AVAILABLE RECORDS:
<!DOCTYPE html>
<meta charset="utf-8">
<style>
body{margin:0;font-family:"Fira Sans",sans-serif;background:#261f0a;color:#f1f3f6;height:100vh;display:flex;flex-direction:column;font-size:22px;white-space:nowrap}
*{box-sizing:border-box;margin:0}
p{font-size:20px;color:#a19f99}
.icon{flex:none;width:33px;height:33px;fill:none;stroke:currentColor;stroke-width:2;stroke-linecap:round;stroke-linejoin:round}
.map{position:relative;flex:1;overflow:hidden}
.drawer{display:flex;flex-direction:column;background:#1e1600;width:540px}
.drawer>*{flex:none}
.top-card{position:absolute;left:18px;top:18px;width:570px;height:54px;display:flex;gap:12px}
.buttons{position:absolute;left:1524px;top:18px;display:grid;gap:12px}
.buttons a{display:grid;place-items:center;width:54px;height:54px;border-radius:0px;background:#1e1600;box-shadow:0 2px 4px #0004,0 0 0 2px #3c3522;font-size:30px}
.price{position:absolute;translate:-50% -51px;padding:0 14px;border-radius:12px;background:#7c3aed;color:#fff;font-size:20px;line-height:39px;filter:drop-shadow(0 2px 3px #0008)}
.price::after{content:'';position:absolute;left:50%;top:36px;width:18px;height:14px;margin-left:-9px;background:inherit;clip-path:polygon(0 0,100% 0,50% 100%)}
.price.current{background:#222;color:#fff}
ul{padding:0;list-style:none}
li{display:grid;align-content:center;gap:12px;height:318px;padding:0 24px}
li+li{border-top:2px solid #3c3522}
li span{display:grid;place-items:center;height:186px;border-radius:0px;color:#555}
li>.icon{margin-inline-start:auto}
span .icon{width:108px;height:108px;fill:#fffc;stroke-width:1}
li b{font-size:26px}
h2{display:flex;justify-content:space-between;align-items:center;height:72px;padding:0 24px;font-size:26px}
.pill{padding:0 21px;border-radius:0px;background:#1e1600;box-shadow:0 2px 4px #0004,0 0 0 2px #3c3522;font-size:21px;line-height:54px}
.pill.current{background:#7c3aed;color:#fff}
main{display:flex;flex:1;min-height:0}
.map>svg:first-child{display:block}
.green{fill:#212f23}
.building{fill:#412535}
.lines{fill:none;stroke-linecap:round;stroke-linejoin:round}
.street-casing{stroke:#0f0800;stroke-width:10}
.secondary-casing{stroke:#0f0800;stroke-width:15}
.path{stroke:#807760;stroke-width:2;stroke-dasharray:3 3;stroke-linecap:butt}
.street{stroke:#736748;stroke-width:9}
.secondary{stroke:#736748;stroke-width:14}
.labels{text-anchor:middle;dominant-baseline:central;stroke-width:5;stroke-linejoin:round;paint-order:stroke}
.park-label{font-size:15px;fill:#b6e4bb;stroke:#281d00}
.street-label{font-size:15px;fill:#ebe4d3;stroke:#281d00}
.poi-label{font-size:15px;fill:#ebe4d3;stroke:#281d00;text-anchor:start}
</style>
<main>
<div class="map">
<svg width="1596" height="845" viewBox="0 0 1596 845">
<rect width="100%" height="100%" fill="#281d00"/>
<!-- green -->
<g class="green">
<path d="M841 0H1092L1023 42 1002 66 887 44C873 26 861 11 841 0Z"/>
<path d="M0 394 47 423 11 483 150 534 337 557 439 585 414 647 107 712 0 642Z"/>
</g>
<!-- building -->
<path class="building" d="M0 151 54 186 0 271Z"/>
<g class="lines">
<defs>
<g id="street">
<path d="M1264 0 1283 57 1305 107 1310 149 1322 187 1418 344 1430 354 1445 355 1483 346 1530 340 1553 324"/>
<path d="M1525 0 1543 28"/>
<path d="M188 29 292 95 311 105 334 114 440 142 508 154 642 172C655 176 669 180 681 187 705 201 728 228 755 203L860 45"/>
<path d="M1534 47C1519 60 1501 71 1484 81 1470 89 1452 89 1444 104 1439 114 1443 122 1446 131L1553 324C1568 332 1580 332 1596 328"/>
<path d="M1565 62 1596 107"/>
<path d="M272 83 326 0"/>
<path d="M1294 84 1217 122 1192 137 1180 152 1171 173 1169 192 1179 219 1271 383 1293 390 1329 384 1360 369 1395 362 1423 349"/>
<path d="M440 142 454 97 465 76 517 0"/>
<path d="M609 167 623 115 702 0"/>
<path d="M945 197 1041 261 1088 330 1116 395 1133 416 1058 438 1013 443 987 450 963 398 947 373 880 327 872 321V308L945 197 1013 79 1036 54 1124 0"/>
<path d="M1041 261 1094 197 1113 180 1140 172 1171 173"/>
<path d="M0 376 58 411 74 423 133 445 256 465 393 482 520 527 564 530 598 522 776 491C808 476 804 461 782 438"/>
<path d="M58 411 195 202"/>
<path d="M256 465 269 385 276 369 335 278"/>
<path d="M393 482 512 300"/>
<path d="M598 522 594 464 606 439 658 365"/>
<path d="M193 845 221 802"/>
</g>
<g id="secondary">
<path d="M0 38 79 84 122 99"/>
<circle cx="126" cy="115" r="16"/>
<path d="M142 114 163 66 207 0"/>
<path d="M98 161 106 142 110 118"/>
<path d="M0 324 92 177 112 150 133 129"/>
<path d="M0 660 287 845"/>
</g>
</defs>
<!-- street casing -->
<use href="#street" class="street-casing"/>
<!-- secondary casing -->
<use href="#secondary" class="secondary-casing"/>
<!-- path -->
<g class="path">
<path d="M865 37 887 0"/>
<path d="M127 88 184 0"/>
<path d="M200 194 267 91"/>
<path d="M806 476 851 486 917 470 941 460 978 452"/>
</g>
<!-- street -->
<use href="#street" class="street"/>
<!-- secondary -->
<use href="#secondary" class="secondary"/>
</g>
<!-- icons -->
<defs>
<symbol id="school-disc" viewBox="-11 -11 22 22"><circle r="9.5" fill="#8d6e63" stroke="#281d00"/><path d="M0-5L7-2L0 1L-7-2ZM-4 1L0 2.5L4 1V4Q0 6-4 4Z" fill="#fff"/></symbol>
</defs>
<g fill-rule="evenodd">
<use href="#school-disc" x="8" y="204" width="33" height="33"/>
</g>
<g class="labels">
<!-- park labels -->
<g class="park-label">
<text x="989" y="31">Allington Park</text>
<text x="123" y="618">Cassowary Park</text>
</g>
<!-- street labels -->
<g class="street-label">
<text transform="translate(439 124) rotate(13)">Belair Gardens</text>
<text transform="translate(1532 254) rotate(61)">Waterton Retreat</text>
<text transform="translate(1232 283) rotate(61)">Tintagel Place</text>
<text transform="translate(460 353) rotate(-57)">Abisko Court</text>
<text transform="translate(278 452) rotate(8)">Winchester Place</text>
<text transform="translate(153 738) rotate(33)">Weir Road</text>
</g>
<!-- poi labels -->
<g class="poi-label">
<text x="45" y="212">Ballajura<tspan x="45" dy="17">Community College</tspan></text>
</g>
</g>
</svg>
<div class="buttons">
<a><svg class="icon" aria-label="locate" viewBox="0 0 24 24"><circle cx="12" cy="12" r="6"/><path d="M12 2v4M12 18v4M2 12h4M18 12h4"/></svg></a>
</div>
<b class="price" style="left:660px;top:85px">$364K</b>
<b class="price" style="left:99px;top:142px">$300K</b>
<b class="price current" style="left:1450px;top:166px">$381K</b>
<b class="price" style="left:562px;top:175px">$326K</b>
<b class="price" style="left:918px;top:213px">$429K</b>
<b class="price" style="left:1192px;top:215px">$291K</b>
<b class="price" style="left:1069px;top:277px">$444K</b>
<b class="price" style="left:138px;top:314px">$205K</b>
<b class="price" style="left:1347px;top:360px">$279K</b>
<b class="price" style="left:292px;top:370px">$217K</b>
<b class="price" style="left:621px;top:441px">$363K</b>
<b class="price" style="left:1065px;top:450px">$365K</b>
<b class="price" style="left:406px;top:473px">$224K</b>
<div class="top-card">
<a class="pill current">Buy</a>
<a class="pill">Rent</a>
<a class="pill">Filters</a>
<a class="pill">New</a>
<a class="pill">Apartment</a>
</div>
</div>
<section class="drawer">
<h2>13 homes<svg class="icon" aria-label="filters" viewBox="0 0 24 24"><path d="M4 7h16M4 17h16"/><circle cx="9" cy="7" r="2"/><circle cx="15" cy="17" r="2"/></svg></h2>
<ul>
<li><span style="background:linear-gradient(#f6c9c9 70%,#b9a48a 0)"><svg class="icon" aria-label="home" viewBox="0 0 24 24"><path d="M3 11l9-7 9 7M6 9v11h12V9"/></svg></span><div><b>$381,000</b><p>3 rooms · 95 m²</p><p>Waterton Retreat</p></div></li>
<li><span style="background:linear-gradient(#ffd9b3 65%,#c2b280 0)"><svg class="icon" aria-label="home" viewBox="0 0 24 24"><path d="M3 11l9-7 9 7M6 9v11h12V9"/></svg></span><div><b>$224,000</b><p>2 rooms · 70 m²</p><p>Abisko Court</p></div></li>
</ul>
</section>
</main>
==
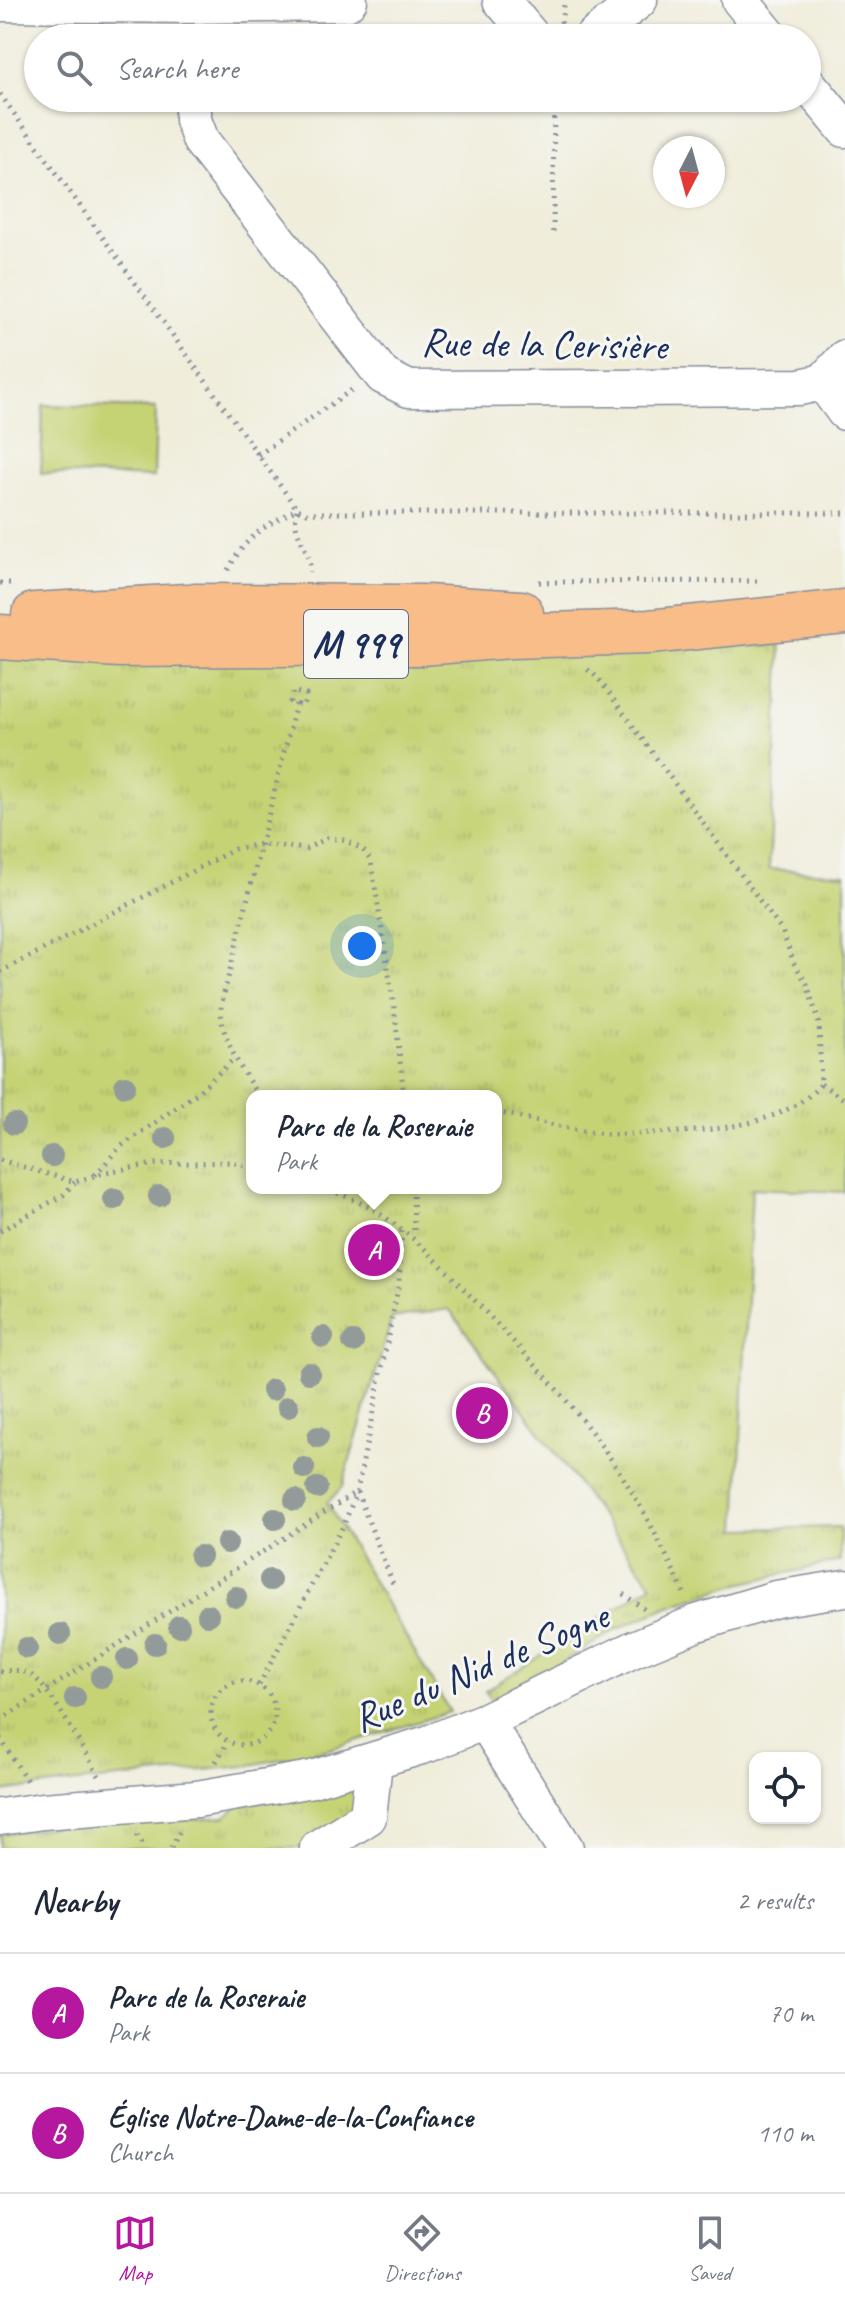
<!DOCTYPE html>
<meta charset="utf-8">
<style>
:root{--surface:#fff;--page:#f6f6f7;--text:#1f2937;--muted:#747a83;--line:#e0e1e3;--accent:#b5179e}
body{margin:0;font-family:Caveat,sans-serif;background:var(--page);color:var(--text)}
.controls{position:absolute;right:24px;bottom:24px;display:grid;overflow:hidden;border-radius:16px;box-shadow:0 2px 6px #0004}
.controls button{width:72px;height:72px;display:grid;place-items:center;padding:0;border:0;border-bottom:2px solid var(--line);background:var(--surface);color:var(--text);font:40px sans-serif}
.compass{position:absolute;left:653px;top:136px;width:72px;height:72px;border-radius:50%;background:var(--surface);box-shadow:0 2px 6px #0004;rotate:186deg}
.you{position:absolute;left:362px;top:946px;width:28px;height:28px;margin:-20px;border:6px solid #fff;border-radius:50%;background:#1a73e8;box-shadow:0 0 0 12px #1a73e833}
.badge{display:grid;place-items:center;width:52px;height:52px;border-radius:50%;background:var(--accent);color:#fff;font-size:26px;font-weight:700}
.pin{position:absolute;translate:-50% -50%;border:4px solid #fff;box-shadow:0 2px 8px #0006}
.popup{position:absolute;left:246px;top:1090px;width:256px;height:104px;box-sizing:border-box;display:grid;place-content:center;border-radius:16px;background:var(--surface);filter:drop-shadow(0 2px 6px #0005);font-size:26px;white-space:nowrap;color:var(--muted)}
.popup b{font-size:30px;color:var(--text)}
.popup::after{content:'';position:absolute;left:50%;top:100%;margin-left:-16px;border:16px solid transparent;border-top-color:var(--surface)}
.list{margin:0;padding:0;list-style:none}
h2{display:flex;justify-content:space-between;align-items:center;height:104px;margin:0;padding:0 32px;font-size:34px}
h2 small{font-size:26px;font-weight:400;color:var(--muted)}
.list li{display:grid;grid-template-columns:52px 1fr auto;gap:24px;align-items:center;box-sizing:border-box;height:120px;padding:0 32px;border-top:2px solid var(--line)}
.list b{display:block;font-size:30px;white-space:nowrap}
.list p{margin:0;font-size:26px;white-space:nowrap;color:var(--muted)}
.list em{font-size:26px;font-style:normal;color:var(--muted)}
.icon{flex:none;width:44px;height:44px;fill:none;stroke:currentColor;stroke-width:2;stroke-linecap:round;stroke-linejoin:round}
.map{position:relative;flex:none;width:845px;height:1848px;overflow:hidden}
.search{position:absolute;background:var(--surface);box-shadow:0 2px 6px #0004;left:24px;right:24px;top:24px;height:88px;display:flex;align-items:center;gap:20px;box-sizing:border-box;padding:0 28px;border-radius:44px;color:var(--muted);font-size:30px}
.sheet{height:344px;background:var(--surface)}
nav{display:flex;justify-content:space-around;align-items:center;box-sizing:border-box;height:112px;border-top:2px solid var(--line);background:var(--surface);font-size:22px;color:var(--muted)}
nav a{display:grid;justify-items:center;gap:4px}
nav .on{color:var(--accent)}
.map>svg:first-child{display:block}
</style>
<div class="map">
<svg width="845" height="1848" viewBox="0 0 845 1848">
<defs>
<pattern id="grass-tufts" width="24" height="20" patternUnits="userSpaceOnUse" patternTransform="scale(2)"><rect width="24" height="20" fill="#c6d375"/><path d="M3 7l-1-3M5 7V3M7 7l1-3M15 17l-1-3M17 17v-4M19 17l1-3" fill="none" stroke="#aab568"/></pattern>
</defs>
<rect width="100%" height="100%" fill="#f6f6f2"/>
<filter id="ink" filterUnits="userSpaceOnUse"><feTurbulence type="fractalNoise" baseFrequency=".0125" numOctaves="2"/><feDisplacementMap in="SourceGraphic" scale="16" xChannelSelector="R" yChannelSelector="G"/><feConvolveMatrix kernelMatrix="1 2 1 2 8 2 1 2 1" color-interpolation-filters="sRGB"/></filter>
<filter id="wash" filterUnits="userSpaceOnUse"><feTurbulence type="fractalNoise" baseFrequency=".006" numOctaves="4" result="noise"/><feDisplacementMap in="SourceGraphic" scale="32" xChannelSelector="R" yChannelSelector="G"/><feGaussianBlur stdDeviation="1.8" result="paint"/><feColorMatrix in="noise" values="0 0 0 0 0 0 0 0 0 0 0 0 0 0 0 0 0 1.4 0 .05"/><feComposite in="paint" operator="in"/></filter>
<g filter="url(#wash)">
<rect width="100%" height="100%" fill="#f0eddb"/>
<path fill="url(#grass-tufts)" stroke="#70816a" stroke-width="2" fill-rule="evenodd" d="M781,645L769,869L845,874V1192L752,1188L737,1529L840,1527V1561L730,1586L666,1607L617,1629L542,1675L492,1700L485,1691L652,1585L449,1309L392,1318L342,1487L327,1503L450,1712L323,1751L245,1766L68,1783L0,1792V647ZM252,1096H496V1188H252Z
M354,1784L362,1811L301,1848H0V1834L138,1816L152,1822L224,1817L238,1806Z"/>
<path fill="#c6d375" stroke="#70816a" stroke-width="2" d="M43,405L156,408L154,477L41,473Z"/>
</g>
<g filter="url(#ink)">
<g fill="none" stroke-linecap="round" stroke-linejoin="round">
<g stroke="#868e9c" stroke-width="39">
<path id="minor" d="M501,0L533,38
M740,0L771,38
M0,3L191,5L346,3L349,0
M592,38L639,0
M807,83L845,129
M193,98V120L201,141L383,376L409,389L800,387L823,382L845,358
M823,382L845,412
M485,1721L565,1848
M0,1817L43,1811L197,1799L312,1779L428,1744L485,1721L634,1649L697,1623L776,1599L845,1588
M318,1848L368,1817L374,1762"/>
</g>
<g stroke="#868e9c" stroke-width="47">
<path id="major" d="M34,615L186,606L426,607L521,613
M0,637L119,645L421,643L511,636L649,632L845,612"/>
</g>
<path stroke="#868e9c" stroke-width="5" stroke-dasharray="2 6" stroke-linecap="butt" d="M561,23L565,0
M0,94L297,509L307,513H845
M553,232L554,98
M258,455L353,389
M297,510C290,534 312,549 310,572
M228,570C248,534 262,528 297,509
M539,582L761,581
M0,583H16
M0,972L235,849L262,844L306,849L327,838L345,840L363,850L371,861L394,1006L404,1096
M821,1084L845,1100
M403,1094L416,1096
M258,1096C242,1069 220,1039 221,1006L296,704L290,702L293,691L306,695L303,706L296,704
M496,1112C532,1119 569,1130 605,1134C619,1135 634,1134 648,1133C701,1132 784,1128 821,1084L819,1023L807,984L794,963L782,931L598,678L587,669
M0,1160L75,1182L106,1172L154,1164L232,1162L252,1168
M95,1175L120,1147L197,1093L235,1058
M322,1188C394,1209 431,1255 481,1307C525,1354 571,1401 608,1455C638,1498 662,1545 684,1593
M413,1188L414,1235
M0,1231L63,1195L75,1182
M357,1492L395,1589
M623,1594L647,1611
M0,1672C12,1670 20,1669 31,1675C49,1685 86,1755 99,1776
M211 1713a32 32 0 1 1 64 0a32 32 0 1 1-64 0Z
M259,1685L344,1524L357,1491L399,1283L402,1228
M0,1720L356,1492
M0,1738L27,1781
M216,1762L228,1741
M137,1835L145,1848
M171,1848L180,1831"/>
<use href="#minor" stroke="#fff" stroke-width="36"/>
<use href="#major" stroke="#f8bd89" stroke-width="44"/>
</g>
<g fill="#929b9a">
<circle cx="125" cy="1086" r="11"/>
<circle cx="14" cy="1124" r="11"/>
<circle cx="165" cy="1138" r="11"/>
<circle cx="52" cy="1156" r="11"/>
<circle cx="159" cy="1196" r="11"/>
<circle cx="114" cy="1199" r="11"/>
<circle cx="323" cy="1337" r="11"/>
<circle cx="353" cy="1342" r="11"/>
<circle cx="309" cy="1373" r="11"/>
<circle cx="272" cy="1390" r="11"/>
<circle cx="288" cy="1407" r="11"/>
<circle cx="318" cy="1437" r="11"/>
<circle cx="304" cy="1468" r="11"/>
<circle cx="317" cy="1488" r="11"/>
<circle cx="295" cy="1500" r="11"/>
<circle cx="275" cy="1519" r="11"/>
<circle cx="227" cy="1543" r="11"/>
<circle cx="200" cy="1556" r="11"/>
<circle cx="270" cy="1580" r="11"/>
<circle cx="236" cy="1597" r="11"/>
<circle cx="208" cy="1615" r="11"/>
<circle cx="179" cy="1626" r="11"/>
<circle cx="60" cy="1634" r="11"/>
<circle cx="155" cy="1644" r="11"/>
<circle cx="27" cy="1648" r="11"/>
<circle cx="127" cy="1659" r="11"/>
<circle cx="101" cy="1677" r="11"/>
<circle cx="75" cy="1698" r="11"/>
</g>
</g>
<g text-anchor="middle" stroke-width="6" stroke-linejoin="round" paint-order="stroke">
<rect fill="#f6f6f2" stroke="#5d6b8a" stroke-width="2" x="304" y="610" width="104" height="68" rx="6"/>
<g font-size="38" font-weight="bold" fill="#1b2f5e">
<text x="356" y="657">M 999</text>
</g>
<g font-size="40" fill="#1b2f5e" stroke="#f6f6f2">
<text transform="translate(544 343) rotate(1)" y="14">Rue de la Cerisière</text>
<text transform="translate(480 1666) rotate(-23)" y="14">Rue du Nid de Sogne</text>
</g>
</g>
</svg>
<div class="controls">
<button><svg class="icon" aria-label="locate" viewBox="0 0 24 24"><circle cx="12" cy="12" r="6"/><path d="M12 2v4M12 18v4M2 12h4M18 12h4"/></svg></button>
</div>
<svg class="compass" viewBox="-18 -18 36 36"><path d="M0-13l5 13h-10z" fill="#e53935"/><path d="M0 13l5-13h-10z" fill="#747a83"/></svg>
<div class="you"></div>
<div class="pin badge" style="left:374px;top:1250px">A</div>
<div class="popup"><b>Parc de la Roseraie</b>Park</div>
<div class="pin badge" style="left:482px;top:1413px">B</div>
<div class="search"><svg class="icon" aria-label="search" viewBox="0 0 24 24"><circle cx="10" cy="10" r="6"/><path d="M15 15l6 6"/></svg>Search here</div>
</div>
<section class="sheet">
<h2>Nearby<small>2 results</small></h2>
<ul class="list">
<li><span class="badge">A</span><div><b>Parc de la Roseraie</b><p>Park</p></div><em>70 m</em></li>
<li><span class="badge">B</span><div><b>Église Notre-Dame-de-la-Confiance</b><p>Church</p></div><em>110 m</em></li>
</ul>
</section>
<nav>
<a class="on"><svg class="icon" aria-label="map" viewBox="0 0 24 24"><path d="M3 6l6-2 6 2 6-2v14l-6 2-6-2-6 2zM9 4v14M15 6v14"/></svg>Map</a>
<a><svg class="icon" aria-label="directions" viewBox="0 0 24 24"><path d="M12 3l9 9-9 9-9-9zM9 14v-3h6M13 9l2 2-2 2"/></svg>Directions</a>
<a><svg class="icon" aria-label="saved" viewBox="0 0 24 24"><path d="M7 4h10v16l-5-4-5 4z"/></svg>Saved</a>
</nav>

ACTIVITY: Among the records, find the lines that contain "solid" and copy each of them.

PROBLEM SOLUTION:
li+li{border-top:2px solid #3c3522}
.controls button{width:72px;height:72px;display:grid;place-items:center;padding:0;border:0;border-bottom:2px solid var(--line);background:var(--surface);color:var(--text);font:40px sans-serif}
.you{position:absolute;left:362px;top:946px;width:28px;height:28px;margin:-20px;border:6px solid #fff;border-radius:50%;background:#1a73e8;box-shadow:0 0 0 12px #1a73e833}
.pin{position:absolute;translate:-50% -50%;border:4px solid #fff;box-shadow:0 2px 8px #0006}
.popup::after{content:'';position:absolute;left:50%;top:100%;margin-left:-16px;border:16px solid transparent;border-top-color:var(--surface)}
.list li{display:grid;grid-template-columns:52px 1fr auto;gap:24px;align-items:center;box-sizing:border-box;height:120px;padding:0 32px;border-top:2px solid var(--line)}
nav{display:flex;justify-content:space-around;align-items:center;box-sizing:border-box;height:112px;border-top:2px solid var(--line);background:var(--surface);font-size:22px;color:var(--muted)}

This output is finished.